Bennett was born in Cambridge, Massachusetts, and was raised in Boonton, New Jersey, where she attended Boonton High School, graduating in 1971. She graduated with a degree in English language and literature from Harvard College in 1975, where she was an editor for The Harvard Crimson.

Bennett's journalism career began at the Harvard Crimson, where she was an editor. Following her 1975 graduation from Harvard College, she worked briefly as a bilingual (French-English) reporter for the Ottawa Citizen in Ottawa, Ontario. She had a 23-year career with The Wall Street Journal, which included reporting stints in Toronto, Detroit, Washington, D.C., and three years as bureau chief in Atlanta. In 1983, she became the second Wall Street Journal correspondent in China.

In 1987, she shared with her Journal colleagues a Pulitzer Prize for National Reporting for her work on how public health officials mischaracterized the AIDS epidemic in order to secure more public funding and financial support. In 1998, she left the Journal to become a managing editor at The Oregonian, a regional newspaper owned by the Newhouse chain and headed by the pioneering journalist Sandra Mims Rowe. 

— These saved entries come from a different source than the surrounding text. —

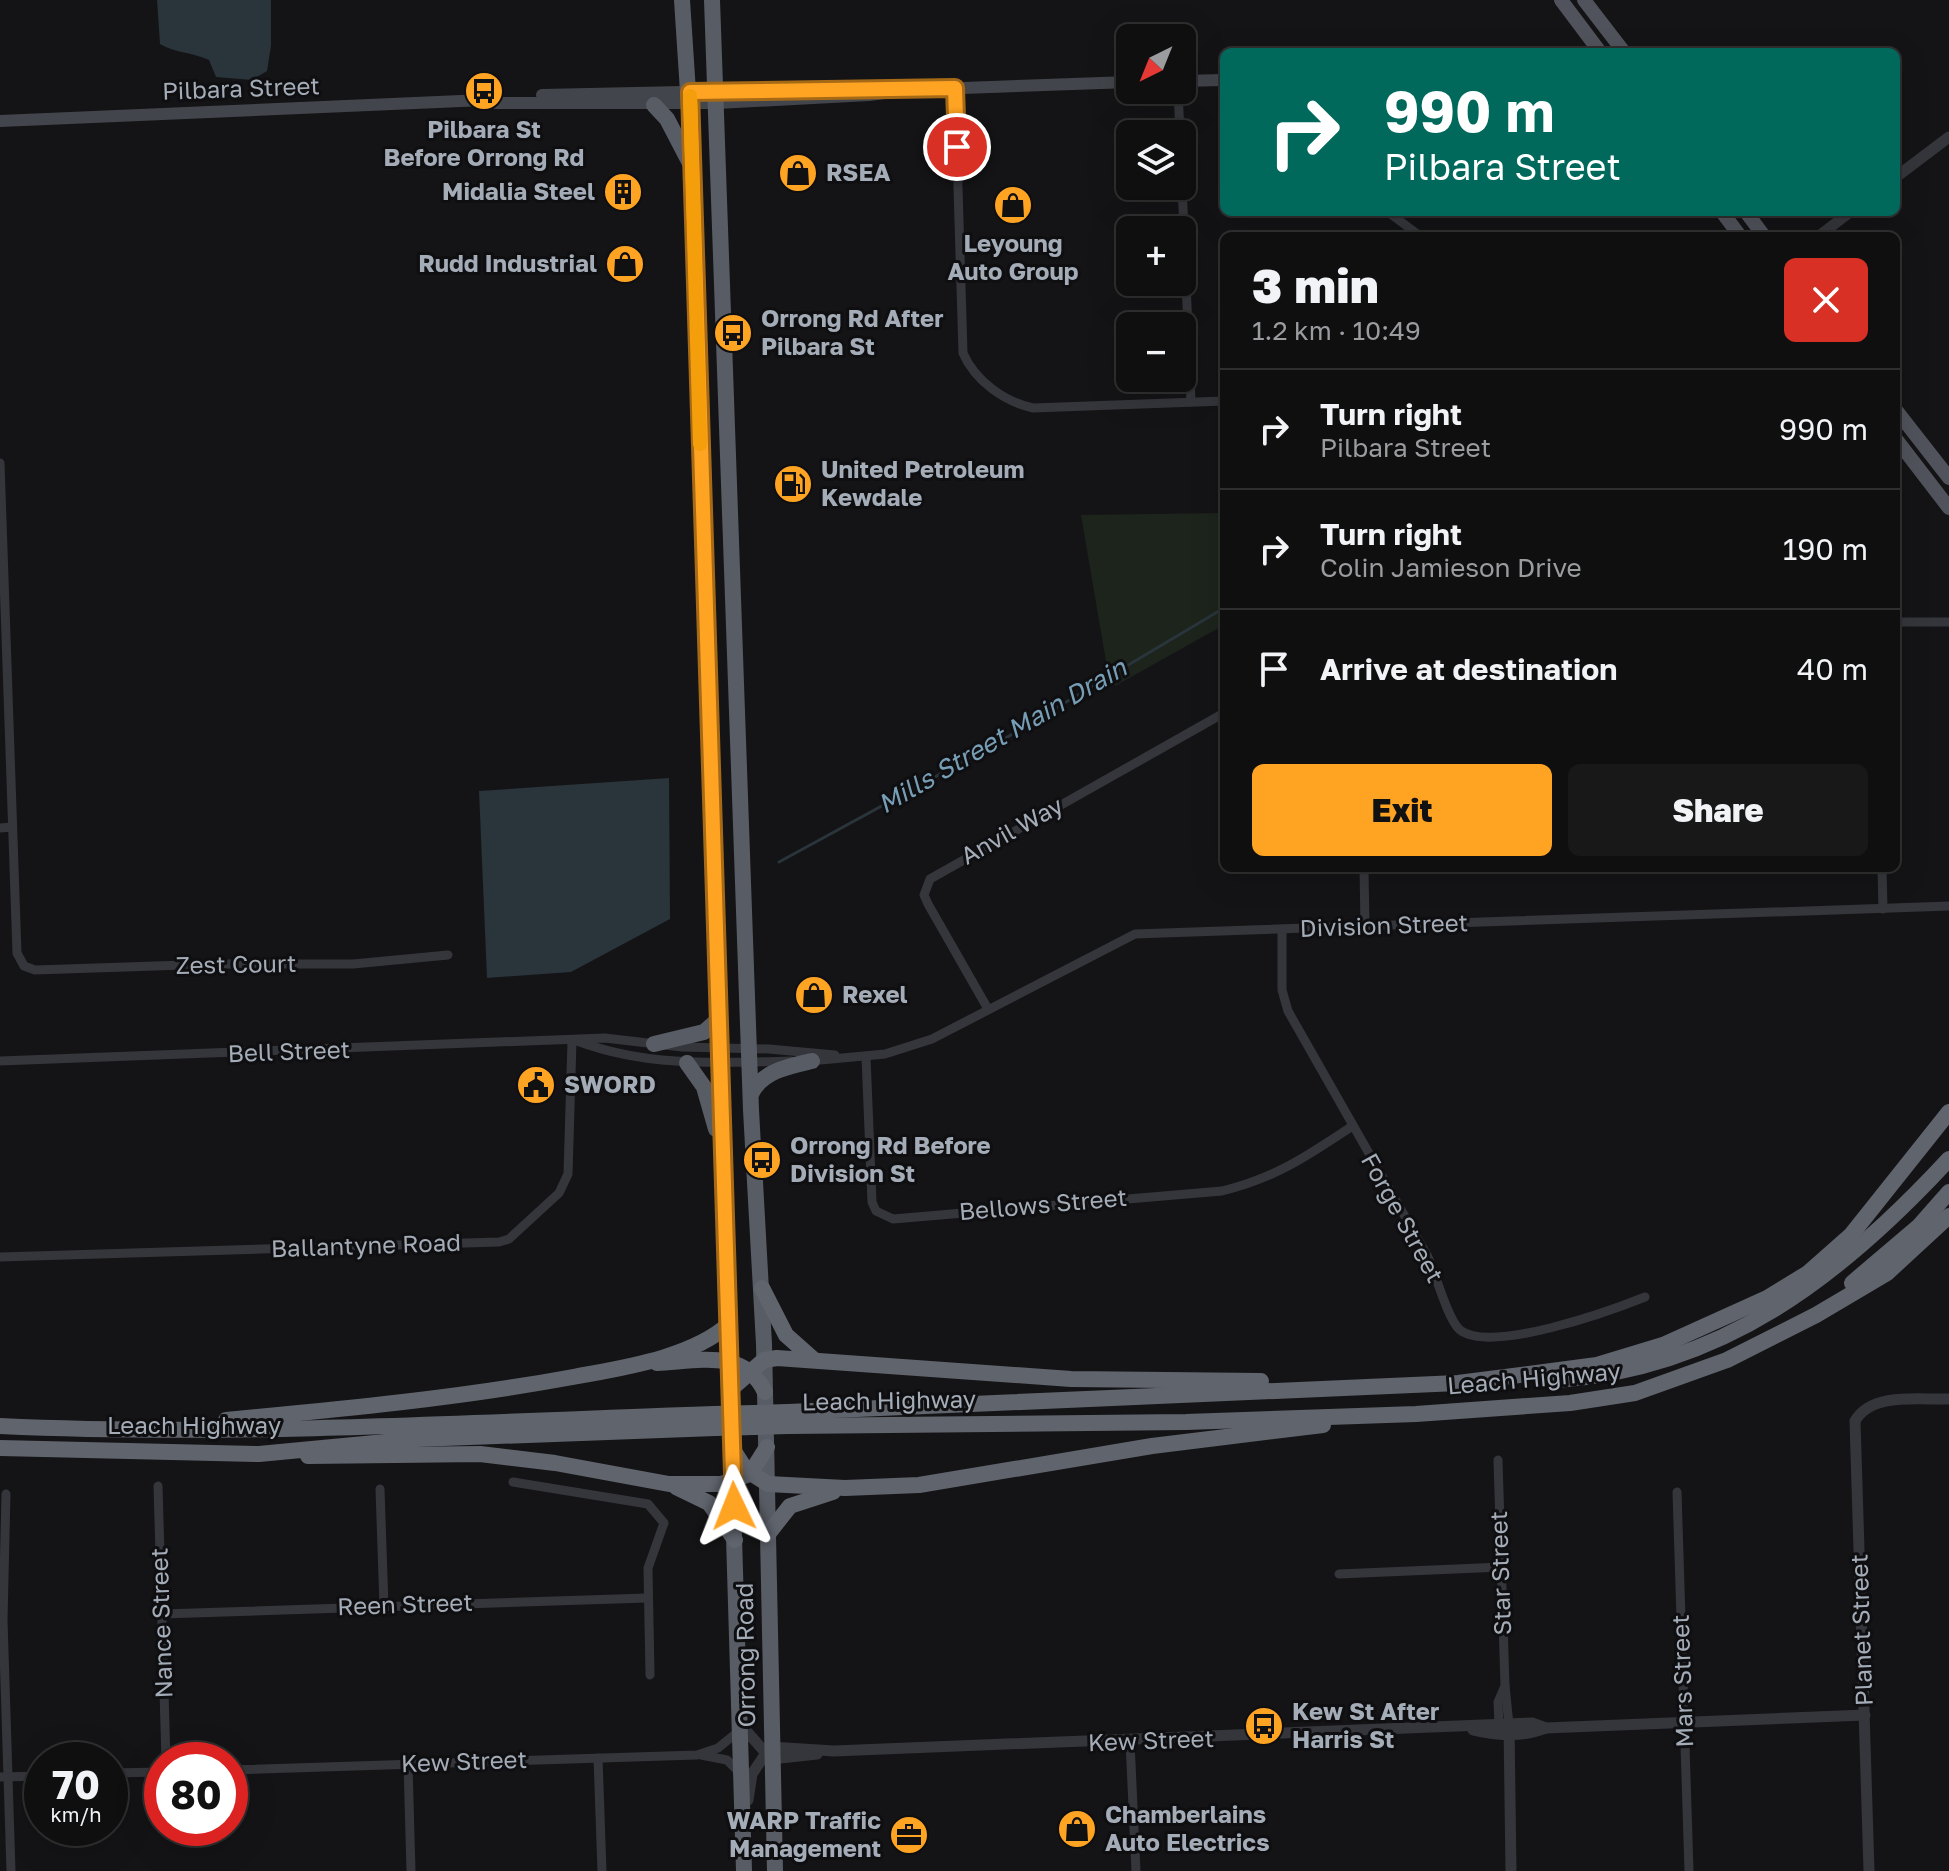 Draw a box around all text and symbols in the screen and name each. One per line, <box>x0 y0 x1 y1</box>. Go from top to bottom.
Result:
north arrow <box>1116 24 1196 104</box>
map controls <box>1116 24 1196 392</box>
street label: Pilbara Street <box>162 70 320 105</box>
bus stop icon: Pilbara St Before Orrong Rd <box>463 70 505 112</box>
text: 990 m <box>1384 77 1555 144</box>
icon: right <box>1252 80 1356 184</box>
pin <box>923 113 991 181</box>
place label: Pilbara St Before Orrong Rd <box>384 114 584 171</box>
button: layers <box>1116 120 1196 200</box>
icon: arrive <box>935 125 979 169</box>
text: Pilbara Street <box>1384 145 1621 188</box>
shop icon: RSEA <box>777 152 819 194</box>
place label: RSEA <box>826 157 891 186</box>
building icon: Midalia Steel <box>602 171 644 213</box>
place label: Midalia Steel <box>442 176 595 205</box>
shop icon: Leyoung Auto Group <box>992 184 1034 226</box>
button: + <box>1116 216 1196 296</box>
place label: Leyoung Auto Group <box>947 228 1079 285</box>
shop icon: Rudd Industrial <box>604 243 646 285</box>
place label: Rudd Industrial <box>418 248 597 277</box>
text: 3 min <box>1252 256 1379 314</box>
button: close <box>1784 258 1868 342</box>
place label: Orrong Rd After Pilbara St <box>761 303 944 360</box>
bus stop icon: Orrong Rd After Pilbara St <box>712 312 754 354</box>
button: − <box>1116 312 1196 392</box>
text: 1.2 km · 10:49 <box>1252 315 1421 346</box>
text: Turn right <box>1320 396 1462 432</box>
icon: right <box>1252 407 1296 451</box>
text: 990 m <box>1779 411 1868 447</box>
text: Pilbara Street <box>1320 432 1491 463</box>
place label: United Petroleum Kewdale <box>821 454 1024 511</box>
fuel station icon: United Petroleum Kewdale <box>772 463 814 505</box>
text: Turn right <box>1320 516 1462 552</box>
icon: right <box>1252 527 1296 571</box>
text: 190 m <box>1783 531 1868 567</box>
text: Colin Jamieson Drive <box>1320 552 1582 583</box>
icon: arrive <box>1252 647 1296 691</box>
water label: Mills Street Main Drain <box>872 651 1132 819</box>
text: Arrive at destination <box>1320 651 1617 687</box>
text: 40 m <box>1797 651 1868 687</box>
button: Exit <box>1252 764 1552 856</box>
button: Share <box>1568 764 1868 856</box>
street label: Anvil Way <box>955 790 1068 870</box>
street label: Division Street <box>1299 907 1469 942</box>
street label: Zest Court <box>175 948 297 979</box>
shop icon: Rexel <box>793 974 835 1016</box>
place label: Rexel <box>842 979 908 1008</box>
street label: Bell Street <box>227 1034 351 1067</box>
public building icon: SWORD <box>515 1064 557 1106</box>
place label: SWORD <box>564 1069 656 1098</box>
place label: Orrong Rd Before Division St <box>790 1130 991 1187</box>
bus stop icon: Orrong Rd Before Division St <box>741 1139 783 1181</box>
street label: Forge Street <box>1356 1148 1451 1287</box>
street label: Bellows Street <box>958 1182 1128 1225</box>
street label: Ballantyne Road <box>270 1227 461 1262</box>
street label: Leach Highway <box>1446 1355 1622 1400</box>
street label: Leach Highway <box>802 1383 976 1416</box>
street label: Leach Highway <box>107 1410 281 1439</box>
position arrow <box>692 1464 776 1548</box>
street label: Star Street <box>1483 1510 1516 1636</box>
street label: Nance Street <box>143 1547 178 1699</box>
street label: Planet Street <box>1843 1553 1878 1707</box>
street label: Orrong Road <box>729 1582 760 1728</box>
street label: Reen Street <box>337 1587 473 1620</box>
street label: Mars Street <box>1665 1614 1698 1748</box>
place label: Kew St After Harris St <box>1292 1696 1439 1753</box>
bus stop icon: Kew St After Harris St <box>1243 1705 1285 1747</box>
street label: Kew Street <box>1087 1723 1215 1756</box>
speed limit sign: 80 <box>144 1742 248 1846</box>
street label: Kew Street <box>400 1744 528 1777</box>
text: 70 <box>52 1760 100 1808</box>
place label: Chamberlains Auto Electrics <box>1105 1799 1270 1856</box>
text: km/h <box>51 1802 101 1826</box>
place label: WARP Traffic Management <box>727 1805 881 1862</box>
shop icon: Chamberlains Auto Electrics <box>1056 1808 1098 1850</box>
office icon: WARP Traffic Management <box>888 1814 930 1856</box>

At the Oregonian, she headed the creation of investigative projects. Among the projects she led was a year-long investigation of the $1 billion local asset manager, Capital Consultants, that led to the September 2000 suit by the Securities and Exchange Commission against the firm and its principal Jeffrey Grayson. The project was reported by veteran investigative reporters Jeff Manning and Jim Long. Bennett also led the Oregonian in an investigation of the Immigration and Naturalization Service that won the paper the 2001 Pulitzer Prize for Public Service.

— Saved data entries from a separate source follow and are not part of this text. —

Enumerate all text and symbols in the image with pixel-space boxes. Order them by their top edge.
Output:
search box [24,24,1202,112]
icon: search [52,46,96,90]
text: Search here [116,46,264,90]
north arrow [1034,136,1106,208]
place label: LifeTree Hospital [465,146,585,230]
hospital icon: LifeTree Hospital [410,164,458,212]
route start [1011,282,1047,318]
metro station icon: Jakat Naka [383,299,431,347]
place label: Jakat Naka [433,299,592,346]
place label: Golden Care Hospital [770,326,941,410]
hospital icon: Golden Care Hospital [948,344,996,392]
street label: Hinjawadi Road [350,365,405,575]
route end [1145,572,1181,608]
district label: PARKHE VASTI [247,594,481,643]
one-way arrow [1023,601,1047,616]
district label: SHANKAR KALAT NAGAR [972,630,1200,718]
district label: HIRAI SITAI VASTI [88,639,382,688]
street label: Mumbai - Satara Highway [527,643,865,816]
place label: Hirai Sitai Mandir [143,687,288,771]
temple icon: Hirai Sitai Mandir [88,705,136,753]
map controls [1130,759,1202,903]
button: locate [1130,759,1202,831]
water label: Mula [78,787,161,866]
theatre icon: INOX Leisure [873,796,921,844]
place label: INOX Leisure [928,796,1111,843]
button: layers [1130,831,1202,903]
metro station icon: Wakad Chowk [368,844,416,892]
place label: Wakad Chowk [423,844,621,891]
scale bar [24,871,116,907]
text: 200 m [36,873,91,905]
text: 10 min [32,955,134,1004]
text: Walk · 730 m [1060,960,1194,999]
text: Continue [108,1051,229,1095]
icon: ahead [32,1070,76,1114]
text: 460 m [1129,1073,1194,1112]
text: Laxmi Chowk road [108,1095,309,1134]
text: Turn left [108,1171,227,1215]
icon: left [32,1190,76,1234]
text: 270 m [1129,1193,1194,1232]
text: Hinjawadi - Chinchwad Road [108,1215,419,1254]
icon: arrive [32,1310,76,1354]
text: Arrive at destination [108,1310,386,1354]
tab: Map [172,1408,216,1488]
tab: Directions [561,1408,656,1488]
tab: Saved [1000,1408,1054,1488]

In September 2001, she became editor of The Lexington Herald-Leader, a Knight-Ridder paper. Twenty months later, on June 2, 2003, Knight Ridder appointed her the first female editor in the 174-year history of their flagship paper, The Philadelphia Inquirer. In November 2006, Bennett stepped down as the Inquirer's editor. 

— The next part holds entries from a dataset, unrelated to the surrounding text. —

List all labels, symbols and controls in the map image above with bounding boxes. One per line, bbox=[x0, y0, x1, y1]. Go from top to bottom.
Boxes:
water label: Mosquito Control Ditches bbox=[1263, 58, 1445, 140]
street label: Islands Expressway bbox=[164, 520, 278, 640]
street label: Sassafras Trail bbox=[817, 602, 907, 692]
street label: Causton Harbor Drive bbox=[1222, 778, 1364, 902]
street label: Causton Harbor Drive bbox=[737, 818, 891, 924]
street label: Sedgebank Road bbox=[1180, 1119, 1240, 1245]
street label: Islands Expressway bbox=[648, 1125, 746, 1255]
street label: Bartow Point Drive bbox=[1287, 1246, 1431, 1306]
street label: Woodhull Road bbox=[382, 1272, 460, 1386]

From November 2006 to June 2013, she was executive editor at Bloomberg News, where she created and ran a global team of investigative reporters and editors. She was also a co-founder, with journalist Lisa Kassenaar, of Bloomberg News' Women's project. Under her direction, a team of Bloomberg journalists, for the first time, tallied the personal assets of family members of a senior Chinese leader – vice president Xi Jinping. The story, which was widely circulated both inside and outside China, won the Polk Award and also resulted in Bloomberg's business in China is significantly disrupted. She resigned from Bloomberg News in November 2013.

Bennett has also been a freelance journalist and public speaker, and she has spoken at TED on journalism and end-of-life care. In 2016, she was named the 29th director of Voice of America. In mid-June 2020, as the Trump administration replaced VOA's parent agency director with conservative filmmaker Michael Pack, Bennett announced her resignation.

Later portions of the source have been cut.